#### [REQUIREMENT]
Using the string "Laksana" as the key, pull each matching line out of the records below.

#### [DATA UNDER STUDY]
•••

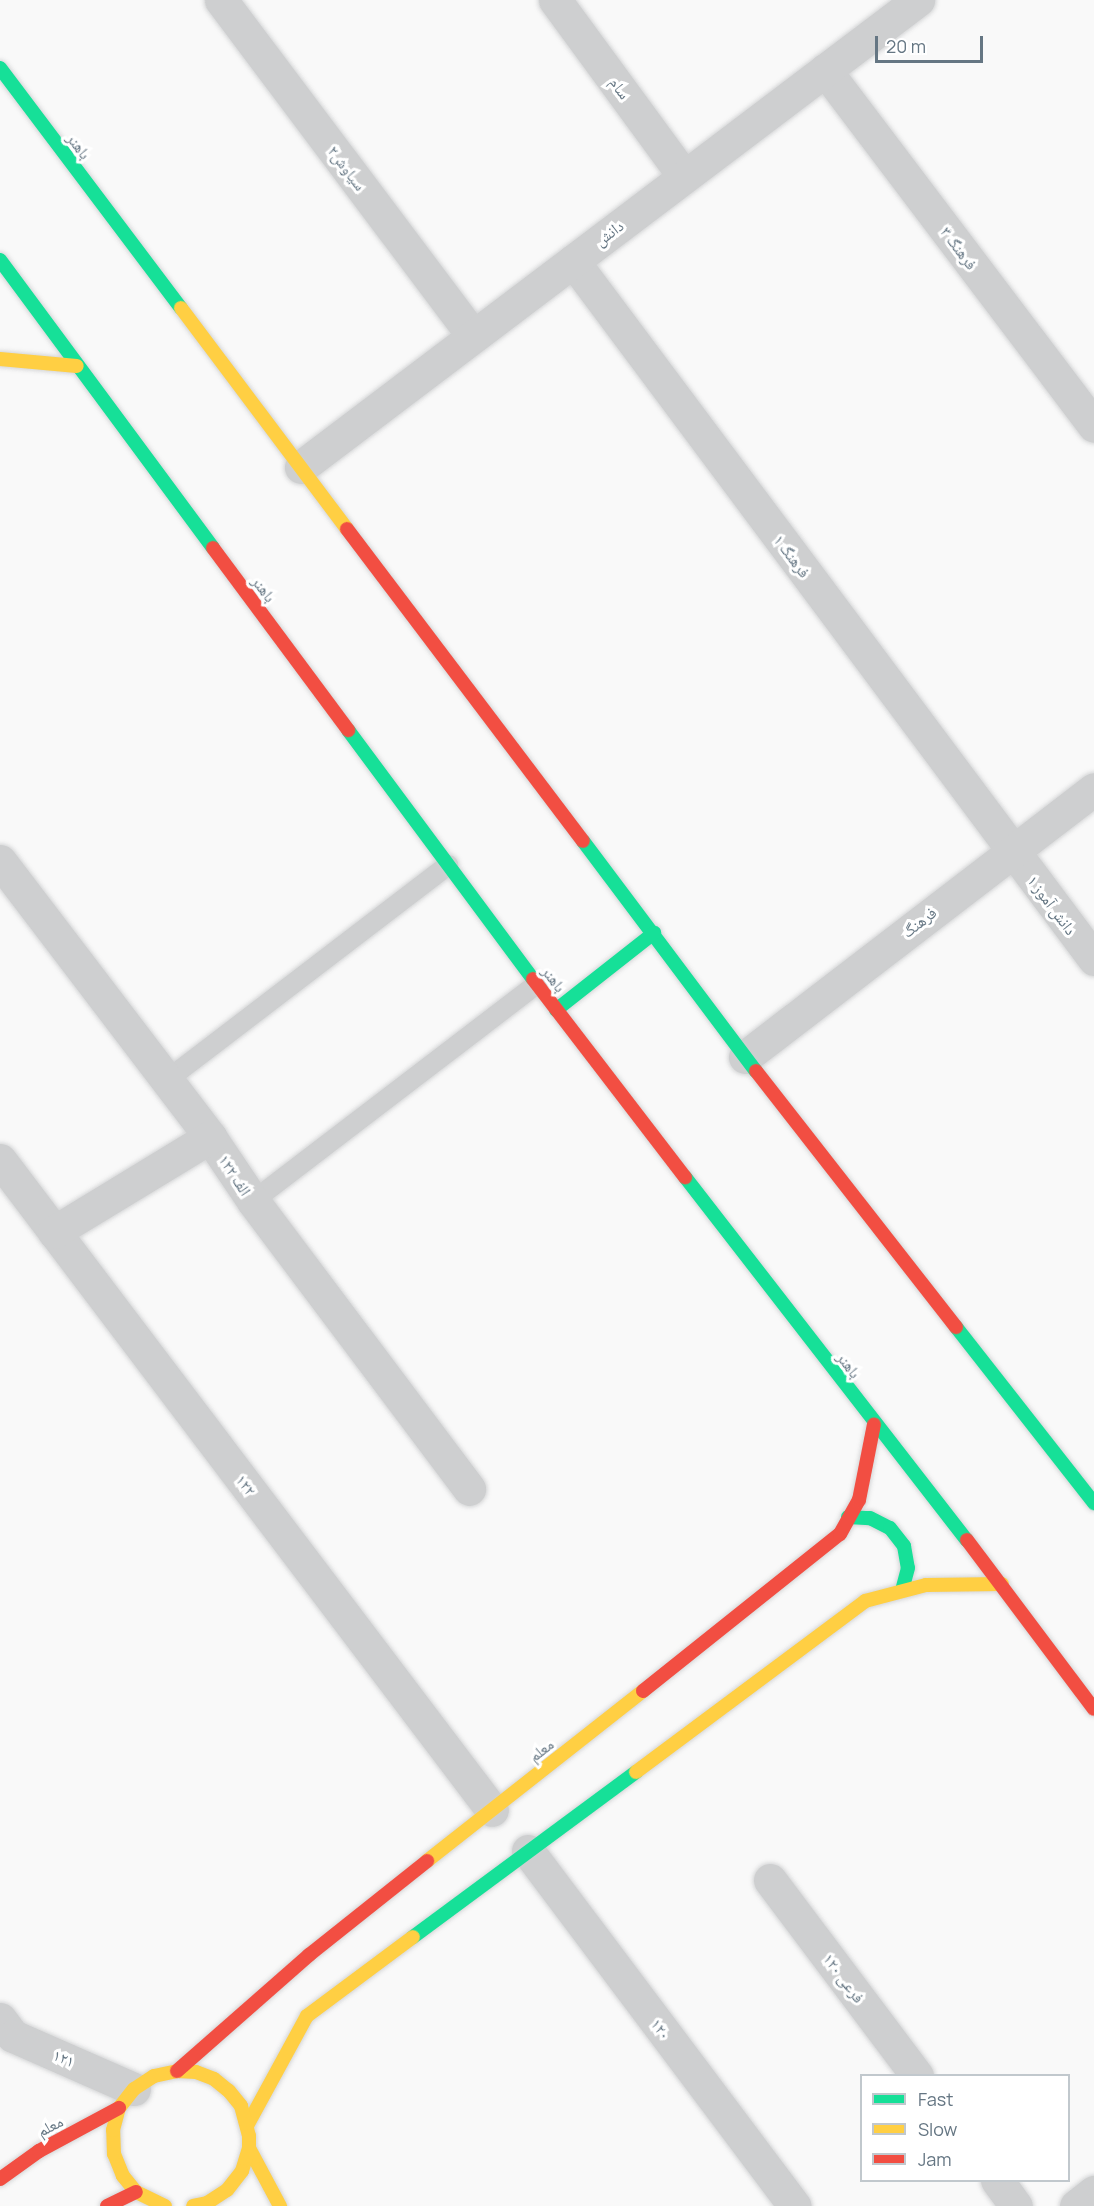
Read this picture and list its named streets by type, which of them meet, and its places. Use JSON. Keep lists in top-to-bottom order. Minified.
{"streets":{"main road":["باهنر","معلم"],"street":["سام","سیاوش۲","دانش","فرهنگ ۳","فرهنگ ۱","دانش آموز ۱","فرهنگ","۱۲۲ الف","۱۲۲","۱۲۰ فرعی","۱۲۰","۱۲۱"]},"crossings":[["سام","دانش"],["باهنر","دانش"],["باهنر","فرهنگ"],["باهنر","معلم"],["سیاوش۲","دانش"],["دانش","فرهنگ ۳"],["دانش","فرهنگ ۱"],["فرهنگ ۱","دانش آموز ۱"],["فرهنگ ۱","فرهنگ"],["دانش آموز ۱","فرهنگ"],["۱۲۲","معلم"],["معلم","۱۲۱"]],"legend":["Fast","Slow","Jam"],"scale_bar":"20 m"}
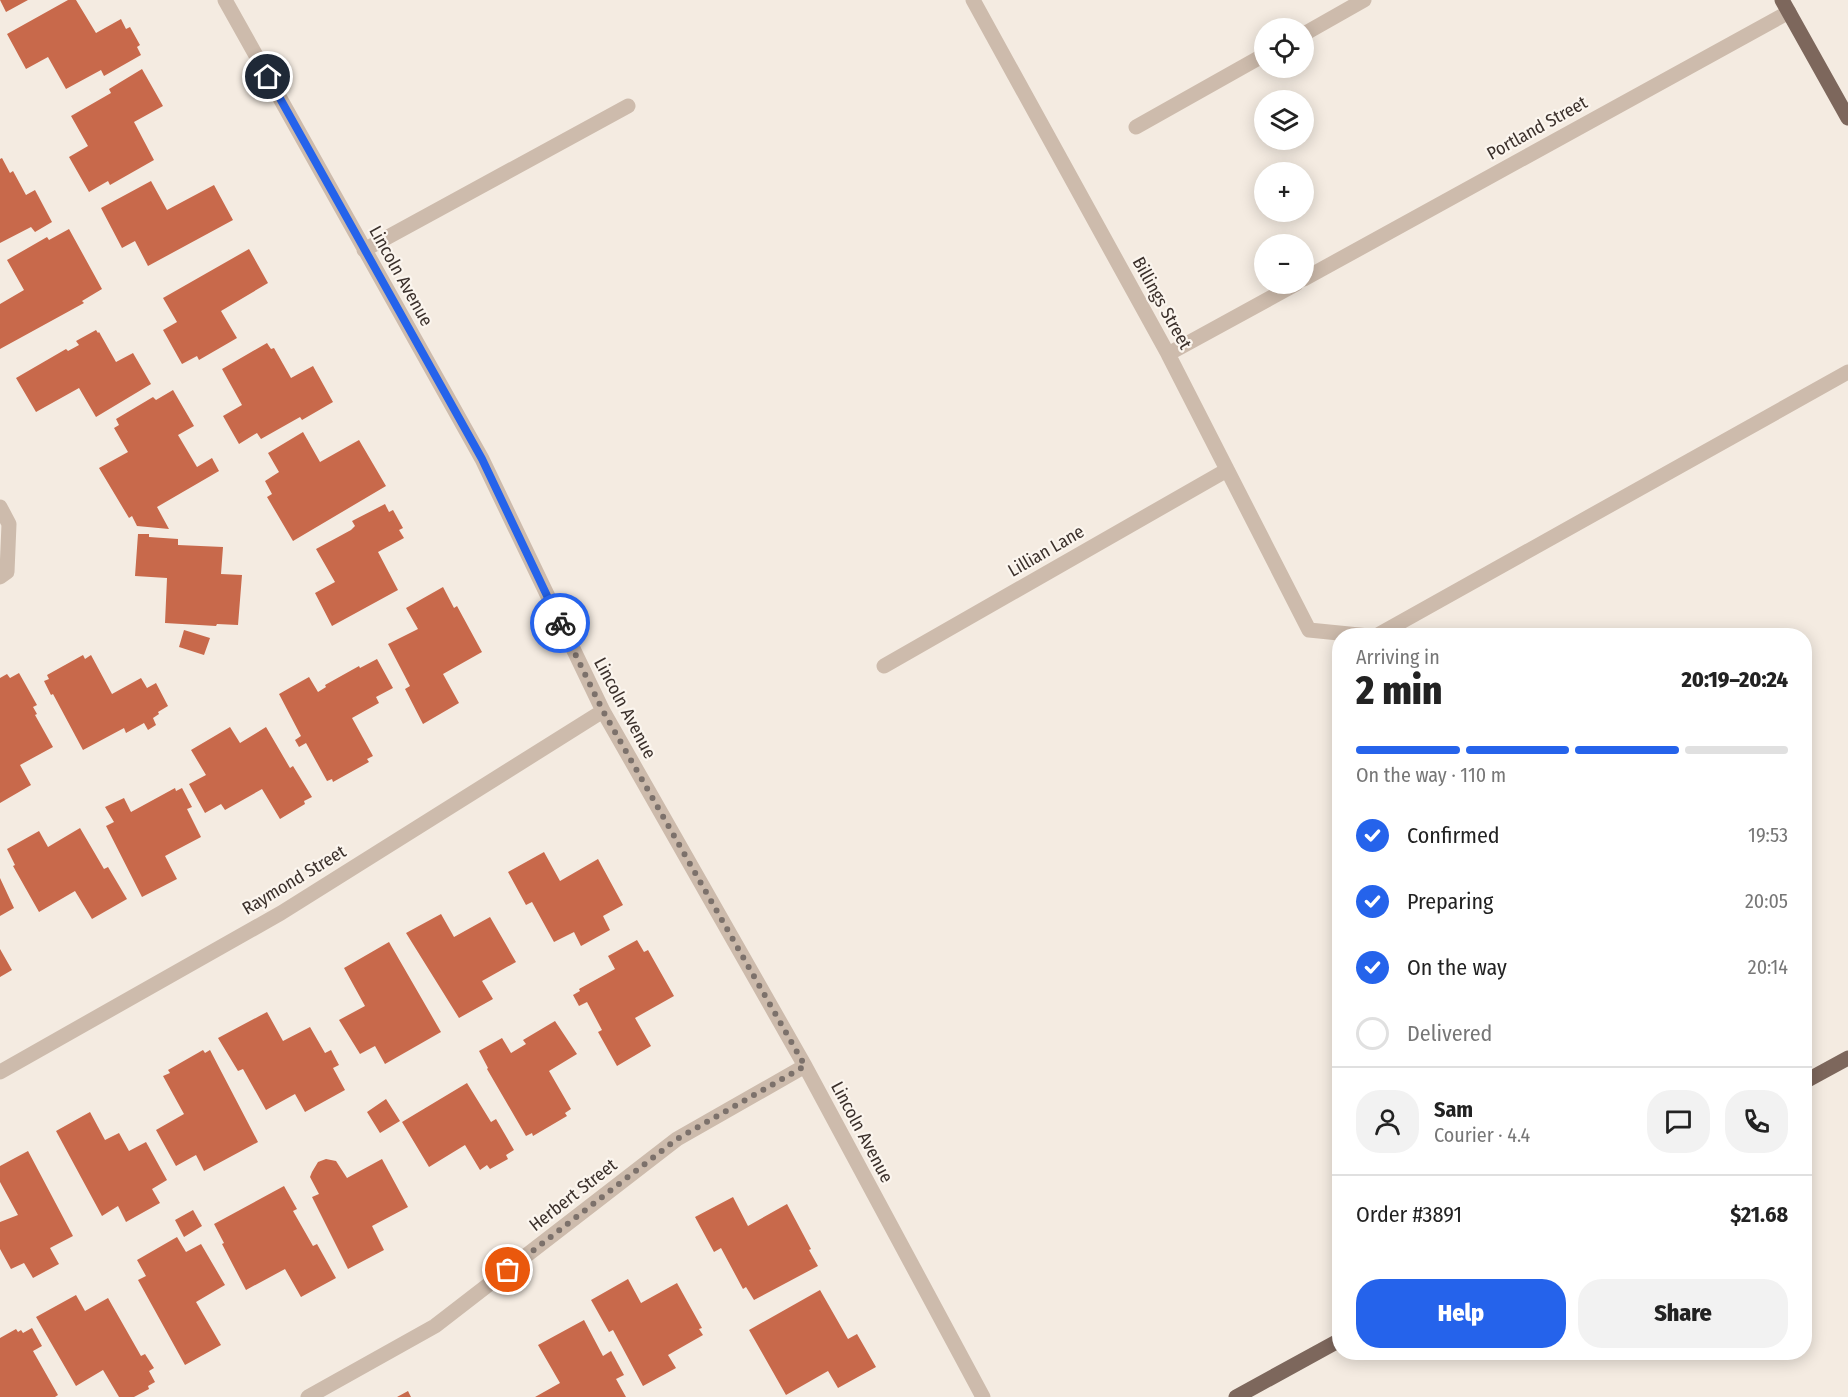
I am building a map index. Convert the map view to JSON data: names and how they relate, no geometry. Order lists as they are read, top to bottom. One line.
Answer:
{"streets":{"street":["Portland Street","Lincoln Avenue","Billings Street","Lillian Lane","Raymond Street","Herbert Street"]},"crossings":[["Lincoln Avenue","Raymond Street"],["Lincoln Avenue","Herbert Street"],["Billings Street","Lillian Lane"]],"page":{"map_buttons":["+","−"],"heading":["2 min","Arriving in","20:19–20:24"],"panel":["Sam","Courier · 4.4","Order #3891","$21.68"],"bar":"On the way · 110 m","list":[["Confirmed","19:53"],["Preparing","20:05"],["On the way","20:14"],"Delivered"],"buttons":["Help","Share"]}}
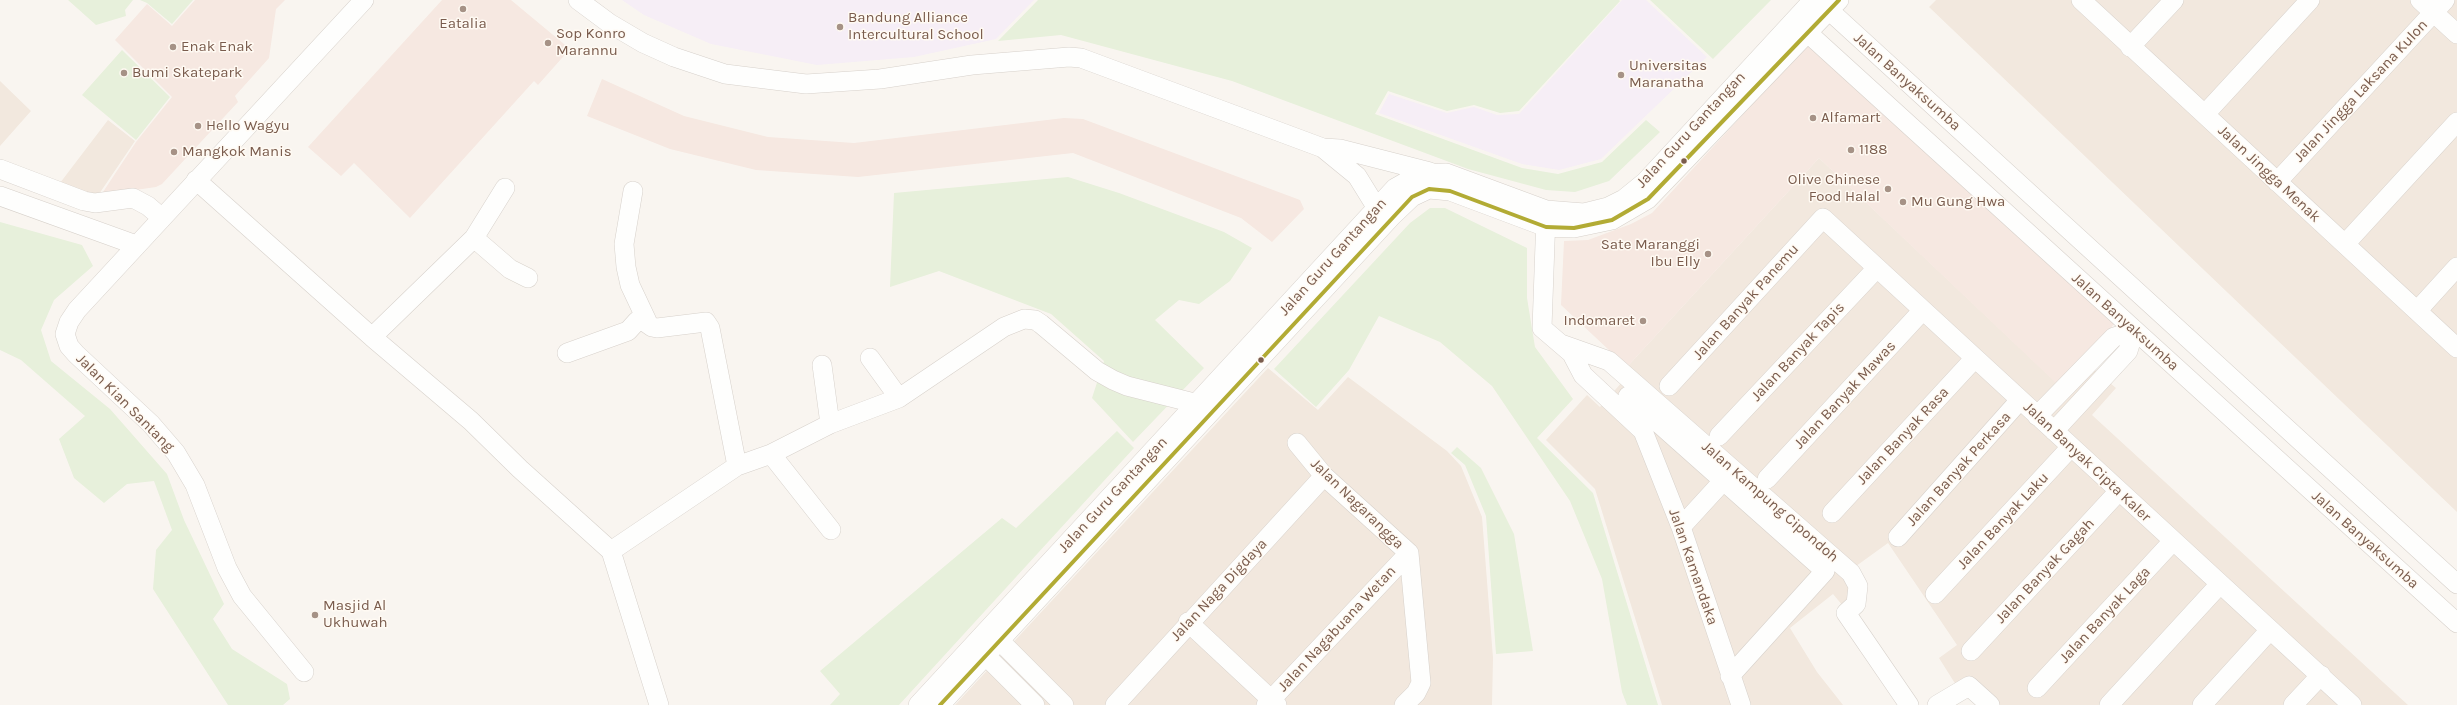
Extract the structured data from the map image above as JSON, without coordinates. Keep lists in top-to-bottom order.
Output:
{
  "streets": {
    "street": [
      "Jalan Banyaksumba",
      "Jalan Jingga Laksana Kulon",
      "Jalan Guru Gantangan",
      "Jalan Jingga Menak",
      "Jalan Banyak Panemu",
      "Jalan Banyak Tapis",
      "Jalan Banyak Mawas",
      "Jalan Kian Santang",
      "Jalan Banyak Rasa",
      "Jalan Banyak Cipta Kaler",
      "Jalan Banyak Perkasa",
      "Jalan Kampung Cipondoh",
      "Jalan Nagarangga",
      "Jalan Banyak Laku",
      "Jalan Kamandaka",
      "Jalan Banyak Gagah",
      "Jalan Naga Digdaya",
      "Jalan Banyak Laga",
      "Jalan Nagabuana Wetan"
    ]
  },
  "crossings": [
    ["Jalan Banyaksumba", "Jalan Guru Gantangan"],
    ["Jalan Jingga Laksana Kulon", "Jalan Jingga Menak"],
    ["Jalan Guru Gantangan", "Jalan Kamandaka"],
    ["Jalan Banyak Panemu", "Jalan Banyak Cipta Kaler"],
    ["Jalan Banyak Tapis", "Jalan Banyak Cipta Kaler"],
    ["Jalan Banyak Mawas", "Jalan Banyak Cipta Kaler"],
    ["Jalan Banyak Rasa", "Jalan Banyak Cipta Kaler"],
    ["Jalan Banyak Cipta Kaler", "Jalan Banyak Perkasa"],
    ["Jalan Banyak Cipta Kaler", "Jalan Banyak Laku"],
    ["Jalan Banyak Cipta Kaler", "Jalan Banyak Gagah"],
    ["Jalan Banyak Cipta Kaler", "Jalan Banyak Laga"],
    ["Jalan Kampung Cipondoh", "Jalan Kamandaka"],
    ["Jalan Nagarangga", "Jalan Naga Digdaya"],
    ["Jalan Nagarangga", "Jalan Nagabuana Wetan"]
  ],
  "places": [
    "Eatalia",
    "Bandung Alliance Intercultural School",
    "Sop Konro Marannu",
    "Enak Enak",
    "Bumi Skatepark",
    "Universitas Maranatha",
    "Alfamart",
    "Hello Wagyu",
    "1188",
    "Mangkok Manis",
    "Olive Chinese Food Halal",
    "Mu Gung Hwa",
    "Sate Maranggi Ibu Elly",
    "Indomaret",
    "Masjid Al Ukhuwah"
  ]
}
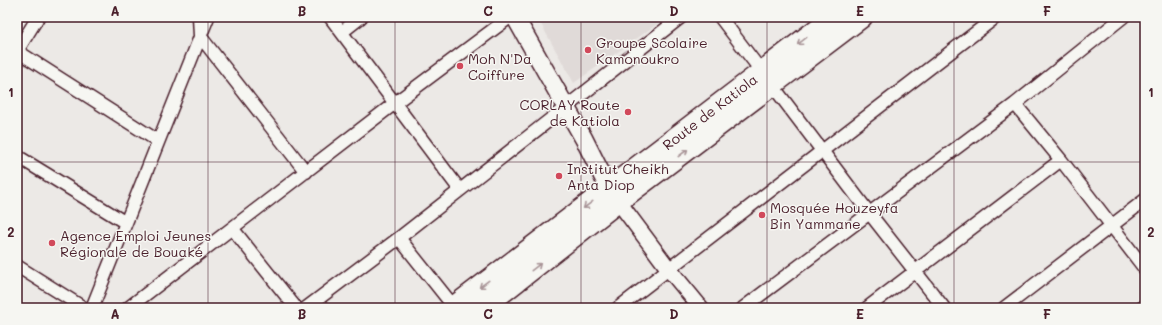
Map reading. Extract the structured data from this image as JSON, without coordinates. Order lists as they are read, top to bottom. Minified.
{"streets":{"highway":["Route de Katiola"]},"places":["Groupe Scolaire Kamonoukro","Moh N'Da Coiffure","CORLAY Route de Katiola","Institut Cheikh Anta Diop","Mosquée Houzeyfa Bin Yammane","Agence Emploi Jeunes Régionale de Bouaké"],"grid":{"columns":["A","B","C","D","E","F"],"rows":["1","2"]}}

•••

#### [OUTPUT FOR THIS EXERCISE]
      "Jalan Jingga Laksana Kulon",
    ["Jalan Jingga Laksana Kulon", "Jalan Jingga Menak"],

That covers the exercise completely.